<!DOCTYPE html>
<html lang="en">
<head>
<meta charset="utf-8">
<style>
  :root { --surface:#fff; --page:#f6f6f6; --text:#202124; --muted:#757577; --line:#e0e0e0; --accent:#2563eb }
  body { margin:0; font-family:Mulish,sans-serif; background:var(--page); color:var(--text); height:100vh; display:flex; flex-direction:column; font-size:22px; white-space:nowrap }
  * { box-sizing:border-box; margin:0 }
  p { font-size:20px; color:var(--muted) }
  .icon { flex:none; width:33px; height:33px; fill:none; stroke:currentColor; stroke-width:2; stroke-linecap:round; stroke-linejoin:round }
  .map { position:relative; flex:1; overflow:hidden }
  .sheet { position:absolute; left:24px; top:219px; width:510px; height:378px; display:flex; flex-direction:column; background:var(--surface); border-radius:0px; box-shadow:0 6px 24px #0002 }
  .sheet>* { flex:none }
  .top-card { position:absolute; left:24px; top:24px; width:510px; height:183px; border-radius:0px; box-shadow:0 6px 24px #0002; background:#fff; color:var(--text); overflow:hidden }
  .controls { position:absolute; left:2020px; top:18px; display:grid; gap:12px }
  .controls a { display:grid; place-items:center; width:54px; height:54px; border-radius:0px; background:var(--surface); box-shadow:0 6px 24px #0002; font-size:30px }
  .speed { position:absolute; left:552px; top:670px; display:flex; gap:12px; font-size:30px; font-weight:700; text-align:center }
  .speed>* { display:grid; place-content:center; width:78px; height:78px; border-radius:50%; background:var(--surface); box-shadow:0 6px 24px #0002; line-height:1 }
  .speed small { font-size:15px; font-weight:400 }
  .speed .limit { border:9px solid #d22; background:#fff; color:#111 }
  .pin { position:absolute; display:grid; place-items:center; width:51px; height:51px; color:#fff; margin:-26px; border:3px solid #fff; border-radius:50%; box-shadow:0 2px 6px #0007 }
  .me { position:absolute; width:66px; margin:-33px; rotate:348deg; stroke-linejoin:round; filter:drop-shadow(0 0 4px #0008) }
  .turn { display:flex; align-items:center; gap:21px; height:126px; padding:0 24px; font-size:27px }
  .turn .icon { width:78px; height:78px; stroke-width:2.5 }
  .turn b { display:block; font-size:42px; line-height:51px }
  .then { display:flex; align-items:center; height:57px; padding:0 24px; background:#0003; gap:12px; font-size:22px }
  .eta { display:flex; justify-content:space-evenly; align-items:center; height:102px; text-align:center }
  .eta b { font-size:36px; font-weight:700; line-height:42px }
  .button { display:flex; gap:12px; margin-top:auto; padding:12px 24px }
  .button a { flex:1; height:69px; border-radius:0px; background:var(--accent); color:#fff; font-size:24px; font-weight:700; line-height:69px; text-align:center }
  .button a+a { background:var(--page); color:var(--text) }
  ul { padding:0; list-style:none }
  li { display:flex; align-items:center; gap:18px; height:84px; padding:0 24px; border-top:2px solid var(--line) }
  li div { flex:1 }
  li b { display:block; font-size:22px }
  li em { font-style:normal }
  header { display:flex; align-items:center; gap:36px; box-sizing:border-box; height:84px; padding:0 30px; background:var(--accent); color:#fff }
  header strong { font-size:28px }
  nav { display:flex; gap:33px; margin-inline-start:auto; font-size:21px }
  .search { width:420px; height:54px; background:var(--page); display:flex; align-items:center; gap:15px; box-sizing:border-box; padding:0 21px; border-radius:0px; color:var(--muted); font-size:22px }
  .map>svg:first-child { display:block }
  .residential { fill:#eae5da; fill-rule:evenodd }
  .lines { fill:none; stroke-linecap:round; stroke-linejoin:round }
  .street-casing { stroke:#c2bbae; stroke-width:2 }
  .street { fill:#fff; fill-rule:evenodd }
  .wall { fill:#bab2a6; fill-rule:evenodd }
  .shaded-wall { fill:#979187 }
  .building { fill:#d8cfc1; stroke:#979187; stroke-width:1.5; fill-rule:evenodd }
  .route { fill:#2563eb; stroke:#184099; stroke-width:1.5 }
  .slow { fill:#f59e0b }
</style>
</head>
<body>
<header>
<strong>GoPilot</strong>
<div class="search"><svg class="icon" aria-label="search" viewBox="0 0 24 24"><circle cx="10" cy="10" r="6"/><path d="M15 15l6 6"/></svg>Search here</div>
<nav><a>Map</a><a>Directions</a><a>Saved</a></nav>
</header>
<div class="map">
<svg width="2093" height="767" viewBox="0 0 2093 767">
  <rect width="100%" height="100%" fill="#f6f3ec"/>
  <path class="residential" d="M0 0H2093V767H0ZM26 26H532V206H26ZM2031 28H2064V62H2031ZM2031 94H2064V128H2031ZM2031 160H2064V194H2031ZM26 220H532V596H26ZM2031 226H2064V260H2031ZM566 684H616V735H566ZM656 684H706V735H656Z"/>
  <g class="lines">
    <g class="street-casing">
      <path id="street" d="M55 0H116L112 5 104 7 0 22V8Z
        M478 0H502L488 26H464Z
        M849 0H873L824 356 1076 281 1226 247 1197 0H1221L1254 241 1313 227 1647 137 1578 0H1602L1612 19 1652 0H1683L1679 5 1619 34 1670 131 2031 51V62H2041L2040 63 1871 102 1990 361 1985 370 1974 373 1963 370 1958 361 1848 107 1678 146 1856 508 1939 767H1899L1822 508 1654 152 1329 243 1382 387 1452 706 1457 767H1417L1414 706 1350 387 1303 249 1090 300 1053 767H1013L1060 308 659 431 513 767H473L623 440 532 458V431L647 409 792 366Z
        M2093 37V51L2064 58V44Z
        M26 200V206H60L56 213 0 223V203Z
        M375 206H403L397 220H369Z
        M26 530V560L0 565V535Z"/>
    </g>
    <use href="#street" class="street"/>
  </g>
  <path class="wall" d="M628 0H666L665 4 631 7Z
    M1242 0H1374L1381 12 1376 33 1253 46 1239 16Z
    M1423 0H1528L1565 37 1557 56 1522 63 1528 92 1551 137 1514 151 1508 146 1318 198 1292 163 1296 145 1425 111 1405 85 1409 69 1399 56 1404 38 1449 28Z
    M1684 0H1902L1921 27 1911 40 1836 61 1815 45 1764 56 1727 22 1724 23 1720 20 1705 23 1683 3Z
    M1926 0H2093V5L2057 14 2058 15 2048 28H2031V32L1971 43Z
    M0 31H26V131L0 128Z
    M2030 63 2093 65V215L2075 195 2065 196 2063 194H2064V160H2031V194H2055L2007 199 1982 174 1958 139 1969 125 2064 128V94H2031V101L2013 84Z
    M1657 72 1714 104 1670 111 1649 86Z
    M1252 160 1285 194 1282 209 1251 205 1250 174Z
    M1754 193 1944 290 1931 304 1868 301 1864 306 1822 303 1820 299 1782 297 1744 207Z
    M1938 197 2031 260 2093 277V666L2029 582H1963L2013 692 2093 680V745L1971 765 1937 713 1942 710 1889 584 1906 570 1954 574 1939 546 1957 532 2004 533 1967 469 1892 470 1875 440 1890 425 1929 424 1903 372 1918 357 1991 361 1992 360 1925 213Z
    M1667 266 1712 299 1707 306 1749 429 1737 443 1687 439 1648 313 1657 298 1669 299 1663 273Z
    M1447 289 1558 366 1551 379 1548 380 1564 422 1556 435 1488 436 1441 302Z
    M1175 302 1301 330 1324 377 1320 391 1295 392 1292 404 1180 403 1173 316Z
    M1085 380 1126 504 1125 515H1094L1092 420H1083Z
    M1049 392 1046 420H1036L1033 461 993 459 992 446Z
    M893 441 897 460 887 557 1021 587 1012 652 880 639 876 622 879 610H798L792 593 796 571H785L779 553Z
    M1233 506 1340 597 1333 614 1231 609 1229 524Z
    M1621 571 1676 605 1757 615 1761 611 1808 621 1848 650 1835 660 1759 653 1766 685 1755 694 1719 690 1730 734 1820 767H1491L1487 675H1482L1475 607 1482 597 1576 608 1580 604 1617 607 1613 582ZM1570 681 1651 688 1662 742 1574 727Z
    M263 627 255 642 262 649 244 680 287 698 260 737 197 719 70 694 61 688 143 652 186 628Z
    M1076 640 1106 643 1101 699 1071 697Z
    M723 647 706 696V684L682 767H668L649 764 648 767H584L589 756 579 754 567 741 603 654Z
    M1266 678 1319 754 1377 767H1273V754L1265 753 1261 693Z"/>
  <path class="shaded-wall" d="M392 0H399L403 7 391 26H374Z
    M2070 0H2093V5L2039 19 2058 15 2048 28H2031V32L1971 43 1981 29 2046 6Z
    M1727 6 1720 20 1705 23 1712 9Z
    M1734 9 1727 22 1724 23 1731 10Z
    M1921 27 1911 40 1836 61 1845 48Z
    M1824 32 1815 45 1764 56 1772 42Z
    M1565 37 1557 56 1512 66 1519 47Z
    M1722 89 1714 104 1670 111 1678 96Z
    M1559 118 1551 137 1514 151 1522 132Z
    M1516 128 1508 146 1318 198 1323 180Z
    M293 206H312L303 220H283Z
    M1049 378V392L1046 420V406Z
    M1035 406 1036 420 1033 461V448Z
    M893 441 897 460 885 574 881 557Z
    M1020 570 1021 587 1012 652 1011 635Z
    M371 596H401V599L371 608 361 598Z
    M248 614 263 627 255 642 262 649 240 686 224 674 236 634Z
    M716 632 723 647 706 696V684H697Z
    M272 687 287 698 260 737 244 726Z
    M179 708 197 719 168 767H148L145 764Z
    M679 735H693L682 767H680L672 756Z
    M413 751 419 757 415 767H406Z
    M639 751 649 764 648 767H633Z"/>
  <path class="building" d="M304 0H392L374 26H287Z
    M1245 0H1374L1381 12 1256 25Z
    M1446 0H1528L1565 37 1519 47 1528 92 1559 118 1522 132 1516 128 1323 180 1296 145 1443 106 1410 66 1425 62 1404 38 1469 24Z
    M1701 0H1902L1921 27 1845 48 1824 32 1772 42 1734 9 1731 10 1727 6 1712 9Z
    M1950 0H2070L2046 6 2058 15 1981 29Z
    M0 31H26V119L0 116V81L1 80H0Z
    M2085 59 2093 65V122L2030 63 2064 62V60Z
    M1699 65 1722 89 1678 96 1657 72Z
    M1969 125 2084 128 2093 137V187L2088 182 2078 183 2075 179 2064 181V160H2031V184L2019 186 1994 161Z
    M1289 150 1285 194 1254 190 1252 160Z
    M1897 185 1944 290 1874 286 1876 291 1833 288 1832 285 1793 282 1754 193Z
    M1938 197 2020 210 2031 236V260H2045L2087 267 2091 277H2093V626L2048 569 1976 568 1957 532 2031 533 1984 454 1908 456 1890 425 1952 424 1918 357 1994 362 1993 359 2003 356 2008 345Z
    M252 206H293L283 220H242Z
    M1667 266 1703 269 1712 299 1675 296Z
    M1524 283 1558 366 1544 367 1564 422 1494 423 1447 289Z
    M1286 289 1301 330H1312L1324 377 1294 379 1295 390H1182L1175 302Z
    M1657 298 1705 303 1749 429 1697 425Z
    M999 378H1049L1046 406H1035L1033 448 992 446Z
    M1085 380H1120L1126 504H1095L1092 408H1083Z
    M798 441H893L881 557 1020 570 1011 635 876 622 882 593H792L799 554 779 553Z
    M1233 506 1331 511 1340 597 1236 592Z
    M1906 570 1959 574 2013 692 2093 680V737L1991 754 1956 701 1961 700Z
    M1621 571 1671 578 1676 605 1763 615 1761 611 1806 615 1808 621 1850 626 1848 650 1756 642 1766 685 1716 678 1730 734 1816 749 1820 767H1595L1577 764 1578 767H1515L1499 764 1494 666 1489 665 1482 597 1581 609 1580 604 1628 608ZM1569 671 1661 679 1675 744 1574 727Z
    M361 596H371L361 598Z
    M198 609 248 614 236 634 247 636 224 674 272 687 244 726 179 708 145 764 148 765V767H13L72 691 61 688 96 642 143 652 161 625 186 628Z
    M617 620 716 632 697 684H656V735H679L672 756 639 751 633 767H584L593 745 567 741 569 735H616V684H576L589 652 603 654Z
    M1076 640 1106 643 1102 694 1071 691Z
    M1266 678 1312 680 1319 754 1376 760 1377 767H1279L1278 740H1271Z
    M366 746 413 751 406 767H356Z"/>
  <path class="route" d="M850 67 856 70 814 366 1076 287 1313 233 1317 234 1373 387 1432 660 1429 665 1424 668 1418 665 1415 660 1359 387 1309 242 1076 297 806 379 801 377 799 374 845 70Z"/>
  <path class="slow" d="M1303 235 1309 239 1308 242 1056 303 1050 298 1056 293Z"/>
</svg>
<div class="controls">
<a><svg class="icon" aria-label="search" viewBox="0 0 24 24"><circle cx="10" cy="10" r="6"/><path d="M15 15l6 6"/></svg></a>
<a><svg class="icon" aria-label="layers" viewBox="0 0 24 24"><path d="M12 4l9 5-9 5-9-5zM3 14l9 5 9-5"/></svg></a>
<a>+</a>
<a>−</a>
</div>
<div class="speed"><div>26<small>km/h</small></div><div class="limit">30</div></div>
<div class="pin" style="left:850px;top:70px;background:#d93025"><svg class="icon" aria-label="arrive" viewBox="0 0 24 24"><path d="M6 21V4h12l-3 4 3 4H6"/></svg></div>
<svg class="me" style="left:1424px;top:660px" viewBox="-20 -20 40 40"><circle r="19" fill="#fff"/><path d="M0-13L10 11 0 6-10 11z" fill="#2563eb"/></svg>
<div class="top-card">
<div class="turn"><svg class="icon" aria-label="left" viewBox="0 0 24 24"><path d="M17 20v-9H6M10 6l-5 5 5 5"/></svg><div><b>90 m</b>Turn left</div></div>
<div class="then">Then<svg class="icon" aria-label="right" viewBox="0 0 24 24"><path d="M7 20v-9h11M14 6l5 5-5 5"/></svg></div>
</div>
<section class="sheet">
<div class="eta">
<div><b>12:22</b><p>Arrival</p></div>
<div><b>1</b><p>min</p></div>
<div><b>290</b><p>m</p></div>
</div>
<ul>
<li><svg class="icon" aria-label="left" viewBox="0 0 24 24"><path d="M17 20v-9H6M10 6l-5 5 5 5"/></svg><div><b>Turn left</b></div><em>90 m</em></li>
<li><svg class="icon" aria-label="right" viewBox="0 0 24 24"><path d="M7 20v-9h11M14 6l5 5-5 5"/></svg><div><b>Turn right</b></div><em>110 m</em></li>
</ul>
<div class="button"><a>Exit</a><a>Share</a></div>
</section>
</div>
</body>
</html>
------------
▸ **PROBLEM DESCRIPTION**
For the material above, state the number of lines that include the word "column". Leave out everything else.

▸ **PROBLEM SOLUTION**
2